7. Production concerns — the FDE lens

This is the section you should articulate fluently in interviews.

Ingestion pipeline: how do new documents get embedded and indexed? Batch (nightly job) is cheaper but adds latency to freshness. Streaming (Pub/Sub → Cloud Run → vector DB) is fresh but more ops. Most enterprises start batch, move to streaming when freshness matters. Document → chunk → embed → write to vector DB → write metadata to relational DB for filtering. Idempotency matters because retries happen.

Re-embedding: when you change embedding models (a real thing — better models come out), you must re-embed the entire corpus. This is expensive and disruptive. Strategy: dual-write to two indexes during migration, A/B test, cut over. Vector DBs that support multiple "namespaces" or "collections" make this easier.

Sharding: at scale, partition by tenant (natural for multi-tenant SaaS), by date, or by random hash. Cross-shard queries are expensive. Most managed services handle this transparently but it affects cost models.

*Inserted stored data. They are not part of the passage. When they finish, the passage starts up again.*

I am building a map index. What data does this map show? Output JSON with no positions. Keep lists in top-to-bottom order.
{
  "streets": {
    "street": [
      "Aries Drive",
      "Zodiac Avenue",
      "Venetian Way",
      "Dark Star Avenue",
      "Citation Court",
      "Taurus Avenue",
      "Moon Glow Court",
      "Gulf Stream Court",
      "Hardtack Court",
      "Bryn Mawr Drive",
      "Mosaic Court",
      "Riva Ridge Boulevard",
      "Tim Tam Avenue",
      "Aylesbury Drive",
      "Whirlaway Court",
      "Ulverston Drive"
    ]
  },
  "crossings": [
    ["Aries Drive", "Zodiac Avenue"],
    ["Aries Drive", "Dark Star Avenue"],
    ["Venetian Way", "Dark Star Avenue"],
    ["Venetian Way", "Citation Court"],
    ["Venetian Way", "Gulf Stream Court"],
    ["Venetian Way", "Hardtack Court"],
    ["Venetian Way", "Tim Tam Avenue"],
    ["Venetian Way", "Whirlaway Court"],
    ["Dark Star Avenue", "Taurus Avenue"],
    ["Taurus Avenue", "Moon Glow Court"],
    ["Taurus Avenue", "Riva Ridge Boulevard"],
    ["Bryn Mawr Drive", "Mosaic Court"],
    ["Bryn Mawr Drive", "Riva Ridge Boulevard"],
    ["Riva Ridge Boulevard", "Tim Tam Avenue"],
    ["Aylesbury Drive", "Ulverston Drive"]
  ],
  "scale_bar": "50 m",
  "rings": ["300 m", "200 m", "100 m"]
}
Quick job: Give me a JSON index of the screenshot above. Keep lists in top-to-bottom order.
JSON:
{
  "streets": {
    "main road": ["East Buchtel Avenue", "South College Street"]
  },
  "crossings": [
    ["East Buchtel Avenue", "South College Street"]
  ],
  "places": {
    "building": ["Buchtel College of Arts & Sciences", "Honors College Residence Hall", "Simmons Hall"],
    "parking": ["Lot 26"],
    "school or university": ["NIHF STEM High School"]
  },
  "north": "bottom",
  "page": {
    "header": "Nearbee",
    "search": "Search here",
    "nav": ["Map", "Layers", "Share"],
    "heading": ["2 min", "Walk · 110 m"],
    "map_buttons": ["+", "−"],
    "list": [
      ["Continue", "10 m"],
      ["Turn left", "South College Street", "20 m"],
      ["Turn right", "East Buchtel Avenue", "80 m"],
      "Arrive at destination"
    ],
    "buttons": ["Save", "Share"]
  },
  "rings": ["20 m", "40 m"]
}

Replication: for read scaling and HA. Most managed services do this for you. Self-hosted: you're on the hook.

Cost model: vector DBs typically charge by stored vectors (dimensionality × count), queries per second, and sometimes by index type (HNSW costs more than flat because of RAM). For Pinecone serverless, you pay per read/write unit. For Vertex AI Vector Search, you pay for the deployed endpoint (machine type per hour) plus storage. Cost decomposition for a RAG system typically looks like: 60-70% LLM inference, 10-20% embedding generation, 10-20% vector DB, rest is plumbing. Vector DB cost dominates only at extreme scale or with cheap LLMs.

Failure modes you should know cold:

Index out of sync with source data (deletes in source not propagated)
Stale embeddings (model upgraded but old vectors not re-embedded)
Filter-induced empty results (pre/post filter issue)
Cold-start latency on serverless DBs (first query after idle is slow)
Memory pressure causing OOM on HNSW indexes
Quantization loss on PQ-based indexes causing recall drops on rare queries

Observability: log query latency p50/p95/p99, recall against an offline golden set (sample 100 queries, compute recall@10 weekly), error rates, index size growth. Vertex AI Vector Search exposes these in Cloud Monitoring; Pinecone has built-in metrics. Recall is the metric most teams forget to track — they only notice when users complain.